Video for "Talk Dirty"
Girl: Jason DeRulo
Jason DeRulo: I'm that flight that you get on

Todd (VO): No! No! This isn't possible!

Todd: You're dead! I killed you!

Todd (VO): This can't be happening!

Todd: Okay, I didn't kill Jason DeRulo. I just...

Clip of "In My Head"

Todd (VO): ...assumed his career was good and over. I haven't thought about him or heard his music in, like, four years.

Jason: In my head

Todd (VO): I thought we all understood that the Jason DeRulo experiment was a horrible mistake that we didn't need to repeat. And yet, here we are...

Video for "Talk Dirty"

...Jason DeRulo's big comeback single, featuring not one, but multiple Chainz. The fact that, all of a sudden, Jason DeRulo's back in the spotlight is messing with my fundamental understanding of reality.

Todd: You all remember this guy, right?

Video for "Whatcha Say"
Jason: Jason Derulo

Todd (VO): He sang his name at the beginning of all his songs...and sucked. He was one of the many low-grade Usher wannabes who came in to replace Chris Brown, and he was definitely the most successful, notching three straight Top 10 hits.

Todd: Also, he was by far the worst of them.

Clip of "Don't Wanna Go Home"

Todd (VO): Let me say this straight up—I've covered worse songs from far worse people, but there is no one I can think of who I respect less as a performer than Jason DeRulo.

Todd: What makes him so bad? I...I don't know how else to say it, the man simply has no talent.

Clip of "Trumpets"
Jason: Is it weird that your ass remind me of a Kanye West song

Todd (VO): Have you ever gotten mad at Auto-Tune that's a lazy cover for people who can't sing? Trust me, you weren't thinking of T-Pain or Kesha or Lil Wayne, you were thinking of Jason DeRulo.

Todd: And even after being Auto-Tuned, he still had a voice like a squeaky chair.

Clip of "It Girl"
Jason: Yeah...

Todd (VO): Not only that, he's a horrifically juvenile songwriter and works with terrible producers.

Clip of "Whatcha Say"
Voice: J-J-J-J-J.R. ["J.R. Rotem presents" appears on the screen]

Todd (VO): I just went back and re-listened to "Whatcha Say", and holy God, it may be one of the worst songs I've ever reviewed. Everything about it sums up the worst parts of the late 2000s—lazy Auto-Tune, lazy sample, noxious beat, atrocious lyrics.

Jason: I don't want you to leave me
Though you caught me cheatin'

Todd (VO): Matter of fact, I think you can blame [brief clip of "Look at Me Now" by...] Chris Brown's post-assault resurgence entirely on the fact that we tried to replace him with the only person in the universe that can make Chris Brown look charming and charismatic.

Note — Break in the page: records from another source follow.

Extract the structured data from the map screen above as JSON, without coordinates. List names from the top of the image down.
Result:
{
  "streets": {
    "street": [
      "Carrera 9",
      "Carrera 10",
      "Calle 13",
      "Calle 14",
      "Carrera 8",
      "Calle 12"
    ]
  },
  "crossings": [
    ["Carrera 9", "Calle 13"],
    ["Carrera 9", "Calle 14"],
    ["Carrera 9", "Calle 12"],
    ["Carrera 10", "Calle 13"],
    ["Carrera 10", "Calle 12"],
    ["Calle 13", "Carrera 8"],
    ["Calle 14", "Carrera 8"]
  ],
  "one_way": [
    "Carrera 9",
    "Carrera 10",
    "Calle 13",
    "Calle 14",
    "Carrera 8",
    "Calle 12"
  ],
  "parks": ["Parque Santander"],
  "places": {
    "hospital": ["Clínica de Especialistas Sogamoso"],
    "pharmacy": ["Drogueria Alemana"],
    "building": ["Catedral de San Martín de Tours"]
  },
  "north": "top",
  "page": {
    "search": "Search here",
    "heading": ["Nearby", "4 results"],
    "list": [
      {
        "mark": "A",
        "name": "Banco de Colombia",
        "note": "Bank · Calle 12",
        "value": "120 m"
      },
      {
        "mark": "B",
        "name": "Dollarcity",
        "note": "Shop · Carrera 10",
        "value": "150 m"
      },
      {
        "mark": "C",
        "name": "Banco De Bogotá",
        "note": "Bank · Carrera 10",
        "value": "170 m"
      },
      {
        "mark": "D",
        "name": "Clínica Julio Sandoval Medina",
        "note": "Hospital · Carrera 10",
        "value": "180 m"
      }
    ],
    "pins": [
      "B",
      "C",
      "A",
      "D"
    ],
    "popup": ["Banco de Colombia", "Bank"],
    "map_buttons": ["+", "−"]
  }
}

Todd: No wonder none of this puke's other songs became hits.

Clips of "Don't Wanna Go Home"...
Jason: From the window to the wall

Todd (VO): Wait a minute, I recognize this.

..."It Girl"...
Jason: You could be my it girl
You're my biggest hit girl

Todd (VO): And this one too.

...and "The Other Side"
Jason: Tonight
Take me to the other side

Todd (VO): Yeah, that one was getting played just last year.

Todd: Oh my God, I thought I was covering DeRulo's comeback single, but...this isn't a comeback. He's been here for years...and no one noticed.

Todd (VO): I mean, these songs weren't huge, but they were there, I remember them. Why did I think he'd gone?

Todd: Wait, play that from the beginning.

Jason: In the beginning

Todd: [got it!] There's the problem. He stopped saying his name before his songs, which was the only noteworthy thing about him.

Clip of "It Girl"

Todd (VO): How else was I supposed to know it was him, his distinct artistic vision and personality?

Todd: Pfft! I mean, no matter how many times you've heard this, can you really say you remember it all.

Jason: You could be my it girl
Baby, you're the shit, girl

Todd (VO): Wait a second, did you just call her a shit girl?!

Todd: You... We kept this guy around why?!

Todd (VO): I can't believe I only reviewed one of his songs. I have a lot of catching up to do.

Clip of "Ridin' Solo"
Jason: I'm puttin' on my shades

Todd (VO): Okay, to be fair, despite his utter lack of charisma, the songs themselves weren't always necessarily horrible, as compositions, at least. "Ridin' Solo", for example, that was, I guess, a decently written song about the joy and freedom of being single. So I promise to keep an open mind, at least.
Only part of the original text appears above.